-- What is expected --
A single number is wanted: how many lines of the data below include the string "bottom"?

***** Dataset extract *****

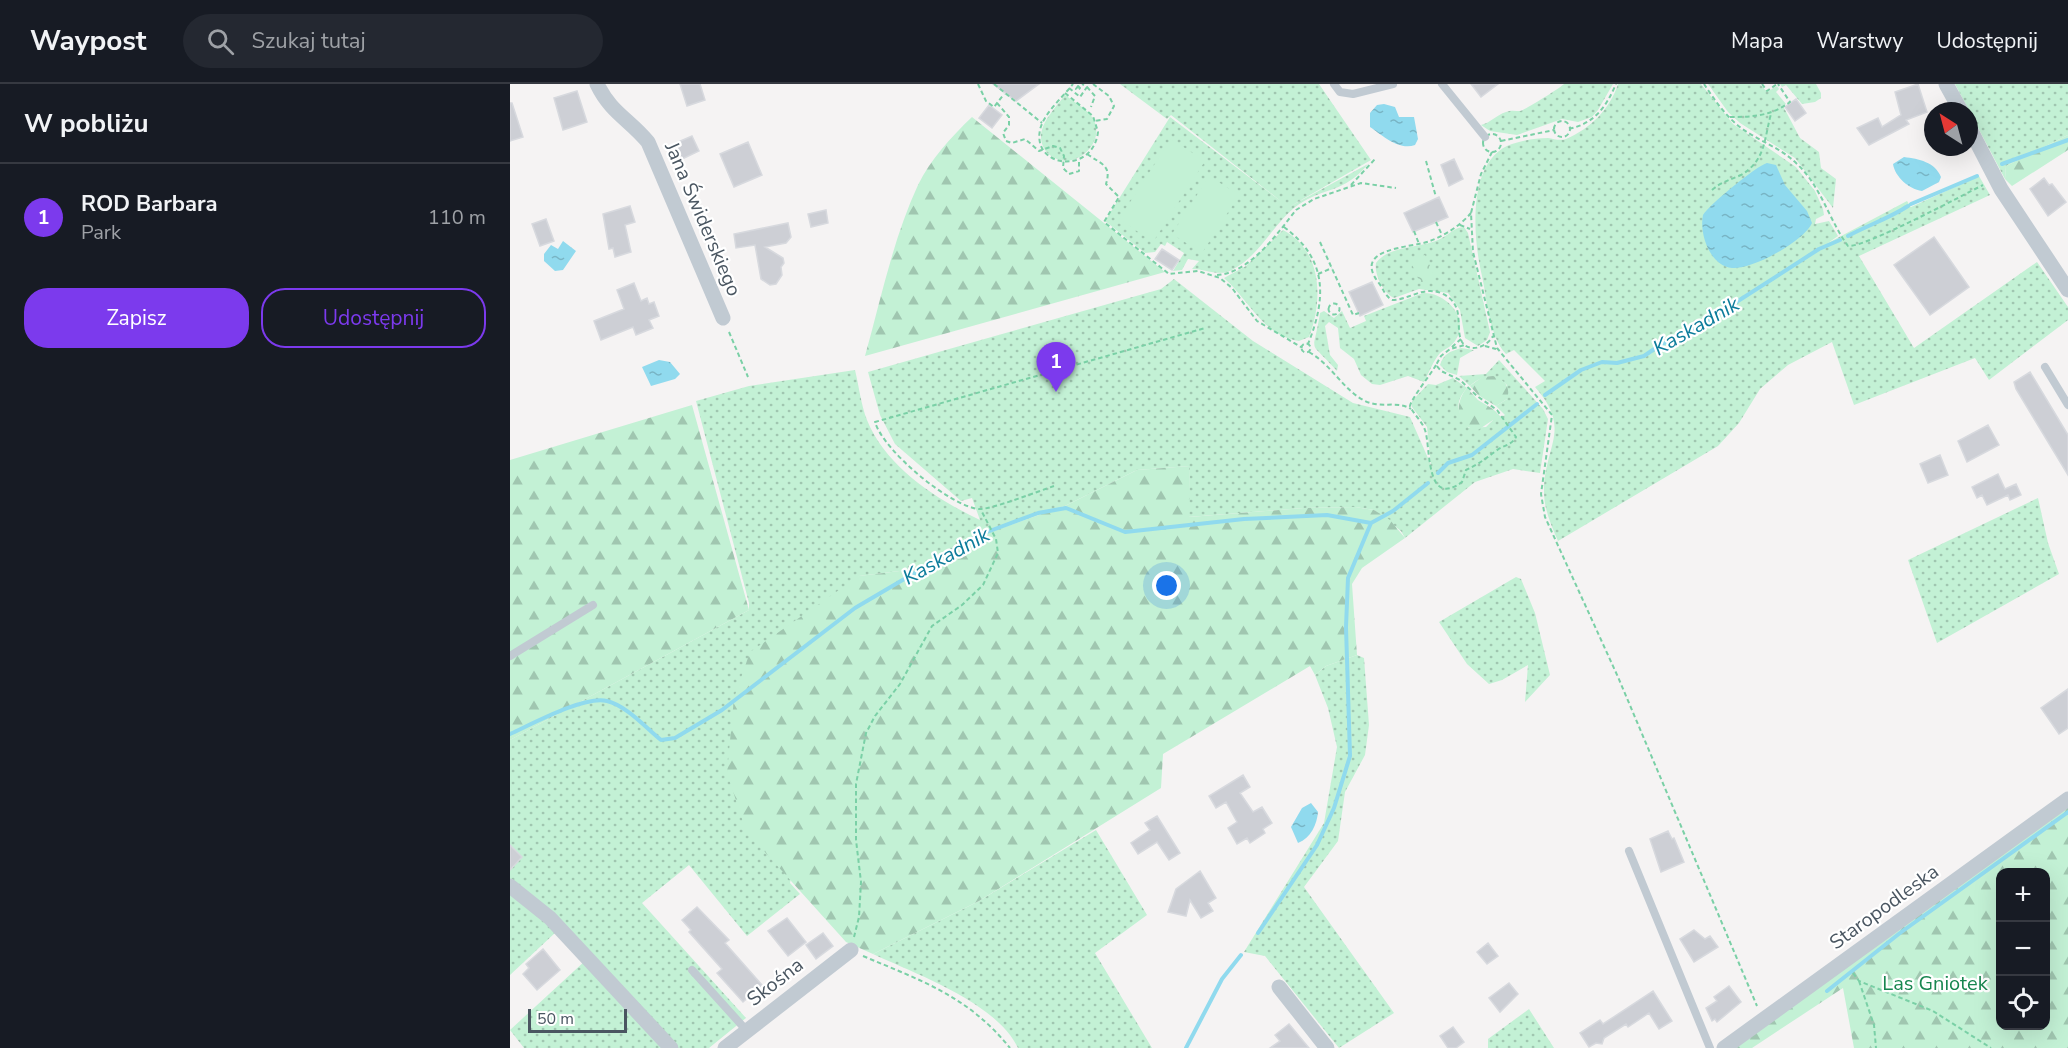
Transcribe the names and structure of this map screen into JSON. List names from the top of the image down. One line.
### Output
{"streets":{"street":["Jana Świderskiego","Staropodleska","Skośna"]},"water":["Kaskadnik"],"parks":["Las Gniotek"],"scale_bar":"50 m","north":"top left","page":{"header":"Waypost","search":"Szukaj tutaj","nav":["Mapa","Warstwy","Udostępnij"],"heading":"W pobliżu","list":[{"mark":"1","name":"ROD Barbara","note":"Park","value":"110 m"}],"buttons":["Zapisz","Udostępnij"],"pins":"1","map_buttons":["+","−"],"scale":"50 m"}}
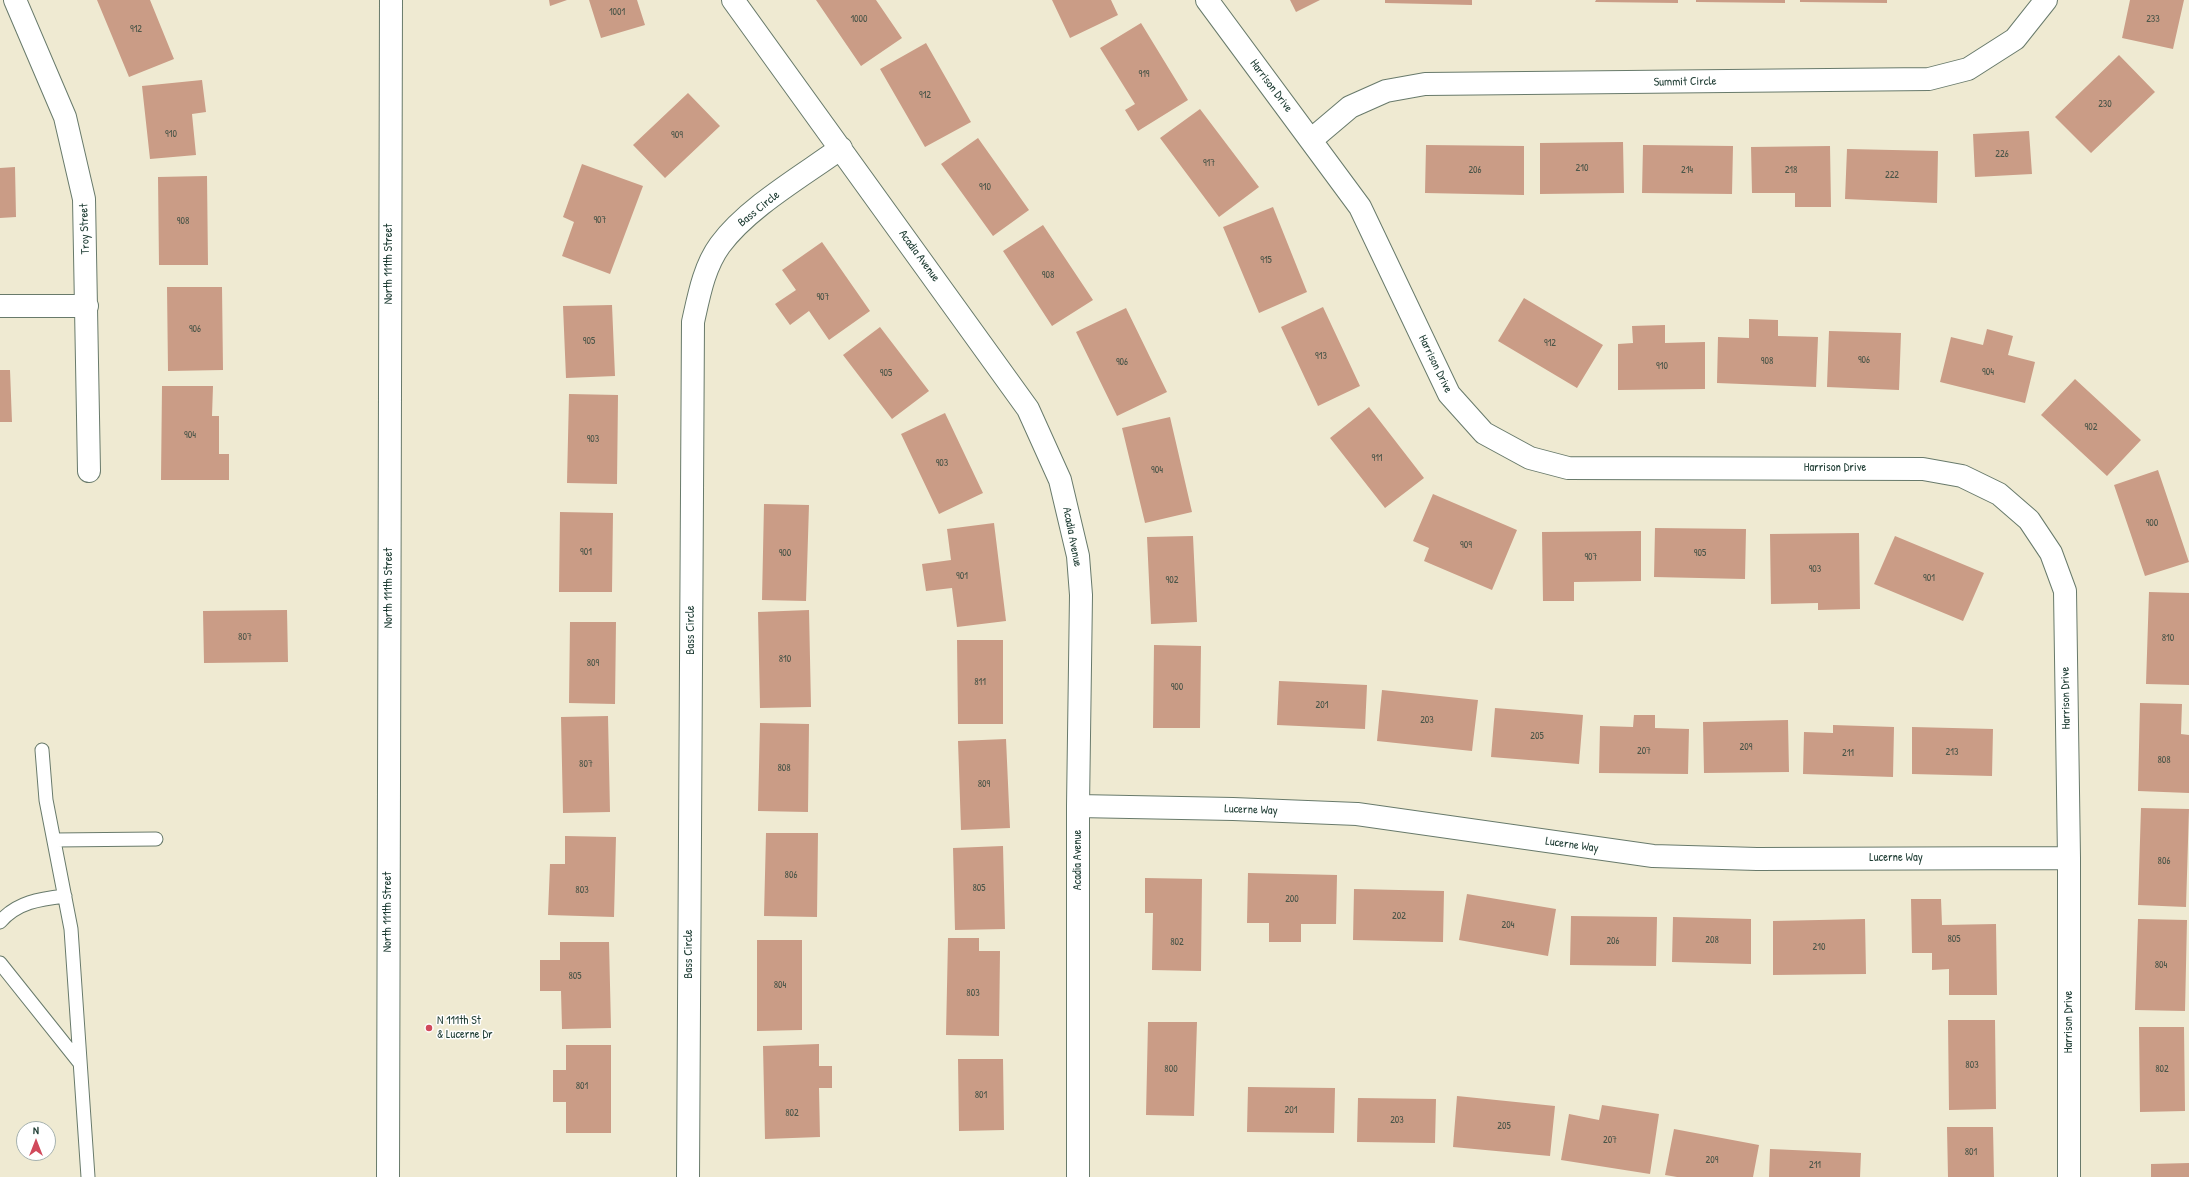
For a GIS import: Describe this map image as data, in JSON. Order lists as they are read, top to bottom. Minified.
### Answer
{"streets":{"street":["Summit Circle","Harrison Drive","Bass Circle","Troy Street","Acadia Avenue","North 111th Street","Lucerne Way"]},"crossings":[["Summit Circle","Harrison Drive"],["Harrison Drive","Lucerne Way"],["Bass Circle","Acadia Avenue"],["Acadia Avenue","Lucerne Way"]],"places":["N 111th St & Lucerne Dr"],"house_numbers":["1001","1000","233","912","919","912","230","910","909","226","917","210","206","214","218","222","910","907","908","915","908","907","906","905","912","913","906","908","906","910","904","905","902","904","903","911","903","904","900","909","901","900","905","907","903","901","901","902","807","810","810","809","811","900","201","203","205","209","207","213","211","808","807","808","809","806","806","805","803","200","202","204","805","208","206","802","210","804","805","804","803","803","800","802","801","801","201","802","203","205","207","801","209","211"],"north":"top"}
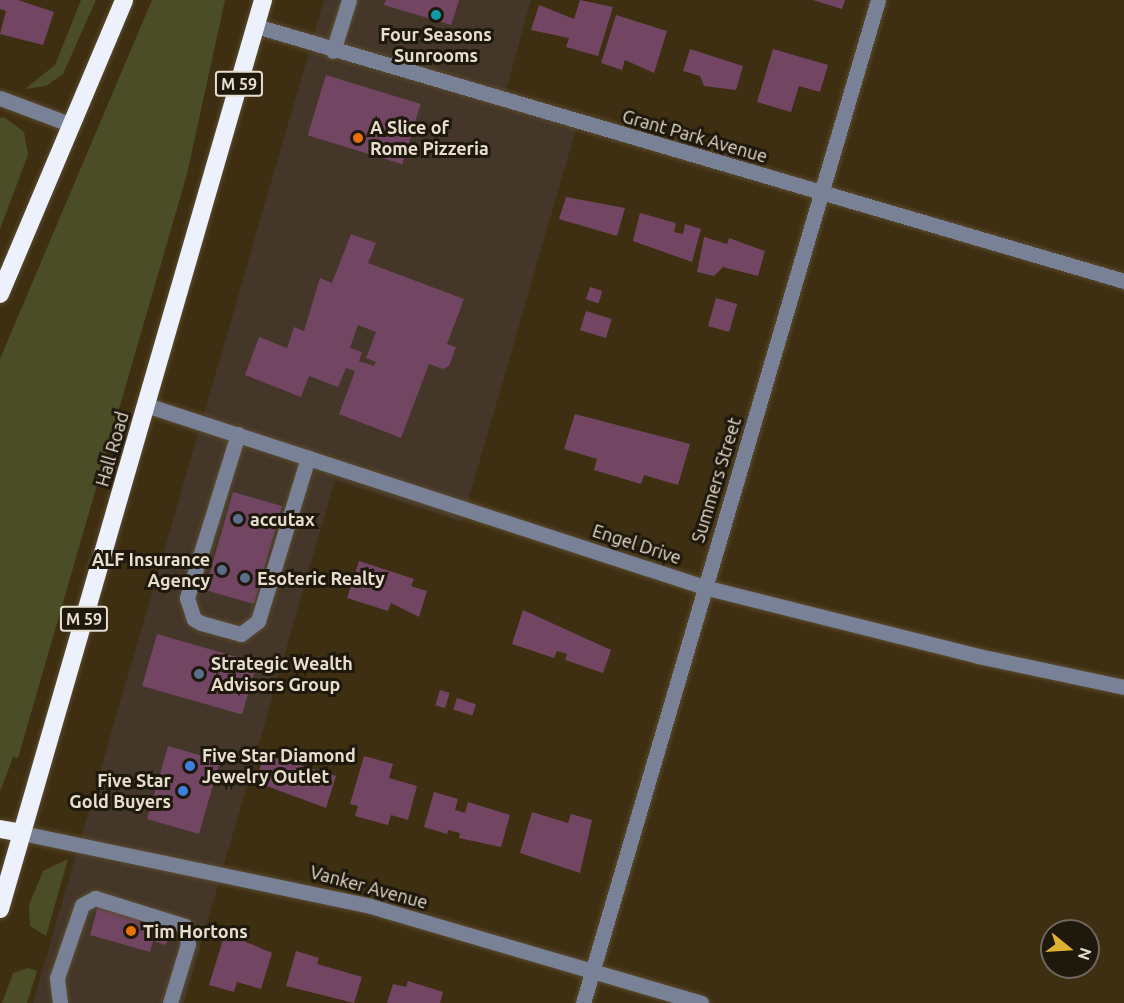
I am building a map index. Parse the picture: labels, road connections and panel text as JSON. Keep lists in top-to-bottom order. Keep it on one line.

*****

-- Task response --
2